Litigation Damages Awards, Prejudgment Interest and Settlement Payments

Treasury proposes to allocate and apportion a U.S. taxpayer's damages, prejudgment interest and settlement payments to all of the taxpayer's income.19 In doing so, Treasury is making the assumption that the expenses associated with the claims impact all of the taxpayer's income when the case may be that the claims are only related to the income from the jurisdiction where the claims originate. Accordingly, the NAM requests that Treasury narrow the scope of the allocation and apportionment to one based on the facts and circumstances of the claims so as to more accurately match the expenses to the income to which it relates.

Thank you for the opportunity to comment. If you have questions or would like to discuss this matter further, please contact me at 202-637-3077.

Sincerely,

Chris Netram
Vice President
Tax & Domestic Economic Policy
National Association of Manufacturers
Washington, DC

FOOTNOTES

1Pub. L. No. 115-97.

2References herein to “Sections” are to sections of the Internal Revenue Code of 1986, as amended (the “Code”), and the Treasury regulations (“Treasury Regulations” or “Treas. Regs.”), including Proposed Regulations, promulgated thereunder.

3After 2025, the deduction for the Global Intangible Low-Taxed Income is 37.5 percent resulting in a minimum tax of 16.4 percent.

5H. Rept. No. 115-466 at p. 626 (December 15, 2017). Also see Joint Committee on Taxation, General Explanation of Public Law 115-97 at 382 (December 2018).

6Treas. Reg. sec. 1.861-17.

7This ratable method is not available where the result would be less than 50 percent of the apportionment to the residual and statutory groupings under the sales method.

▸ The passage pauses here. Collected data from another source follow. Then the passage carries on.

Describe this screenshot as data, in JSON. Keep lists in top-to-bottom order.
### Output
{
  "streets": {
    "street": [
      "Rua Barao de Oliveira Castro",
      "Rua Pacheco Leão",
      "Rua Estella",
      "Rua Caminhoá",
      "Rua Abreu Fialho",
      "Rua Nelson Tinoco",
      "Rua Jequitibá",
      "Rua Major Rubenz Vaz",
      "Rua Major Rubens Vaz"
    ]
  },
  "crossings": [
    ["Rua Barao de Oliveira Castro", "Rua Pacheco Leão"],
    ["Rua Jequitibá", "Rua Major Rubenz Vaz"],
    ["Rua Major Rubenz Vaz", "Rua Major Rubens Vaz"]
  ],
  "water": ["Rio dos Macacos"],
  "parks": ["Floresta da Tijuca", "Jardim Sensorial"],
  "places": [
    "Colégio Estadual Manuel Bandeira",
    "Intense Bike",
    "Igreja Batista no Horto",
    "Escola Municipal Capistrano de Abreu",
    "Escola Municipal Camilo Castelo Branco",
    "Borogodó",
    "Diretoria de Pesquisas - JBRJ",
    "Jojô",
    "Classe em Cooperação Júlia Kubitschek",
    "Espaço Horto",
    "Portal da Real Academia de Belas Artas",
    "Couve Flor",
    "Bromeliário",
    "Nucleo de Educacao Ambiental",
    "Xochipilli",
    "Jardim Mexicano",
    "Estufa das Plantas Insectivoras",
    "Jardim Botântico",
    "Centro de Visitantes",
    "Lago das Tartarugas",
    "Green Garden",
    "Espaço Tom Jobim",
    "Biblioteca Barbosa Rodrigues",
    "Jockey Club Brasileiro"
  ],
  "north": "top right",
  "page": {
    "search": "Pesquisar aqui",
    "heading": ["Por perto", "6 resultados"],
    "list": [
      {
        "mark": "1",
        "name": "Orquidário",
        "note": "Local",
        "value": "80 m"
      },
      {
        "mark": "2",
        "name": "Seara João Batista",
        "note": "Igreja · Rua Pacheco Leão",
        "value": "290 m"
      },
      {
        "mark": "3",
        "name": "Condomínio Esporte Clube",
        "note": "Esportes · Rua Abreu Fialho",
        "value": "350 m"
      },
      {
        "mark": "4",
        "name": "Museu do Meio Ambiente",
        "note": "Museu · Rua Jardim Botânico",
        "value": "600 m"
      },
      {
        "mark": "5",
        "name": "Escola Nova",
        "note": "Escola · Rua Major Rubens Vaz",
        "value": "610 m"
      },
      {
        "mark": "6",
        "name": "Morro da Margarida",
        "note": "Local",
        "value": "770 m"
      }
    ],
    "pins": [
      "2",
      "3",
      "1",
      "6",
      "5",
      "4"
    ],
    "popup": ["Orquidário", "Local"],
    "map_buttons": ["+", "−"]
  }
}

8See Letter from the National Association of Manufacturers in response to REG-105600-18 (February 5, 2019) and Multi-Trade Letter to Treasury Secretary Steven Mnuchin Regarding Expense Allocation and Section 251A.

9Prop. Treas. Reg. sec. 1.861-17(b)(1).

10Prop. Treas. Reg. sec. 1.861-17(b)(2).

11See 84 Fed. Reg. 69124 (Dec. 17, 2019) at 69129.

12See 60 Fed. Reg. 66502 (Dec. 22, 1995).

13Prop. Treas. Reg. sec. 1.861-8(e).

14See Prop. Treas. Reg. sec. 1.861-8(b).

15See Prop. Treas. Reg. sec. 1.904-4(e).

16See Treas. Reg. sec. 1.904-4(e)(2)(i), which identifies more than 20 types of income that qualify as “active financing income” which, when earned by a financial services entity, would be subject to Section 904.

17Treas. Reg. sec. 1.861-8(e)(6).

18See Treas. Reg. sec. 1.861-8(e)(6)(i) (“In allocating and apportioning the deduction for state income tax . . . the income upon which the state income tax is imposed is determined by reference to the law of the jurisdiction imposing the tax.”).

19See Prop. Treas. Reg. sec. 1.861-8(e)(5).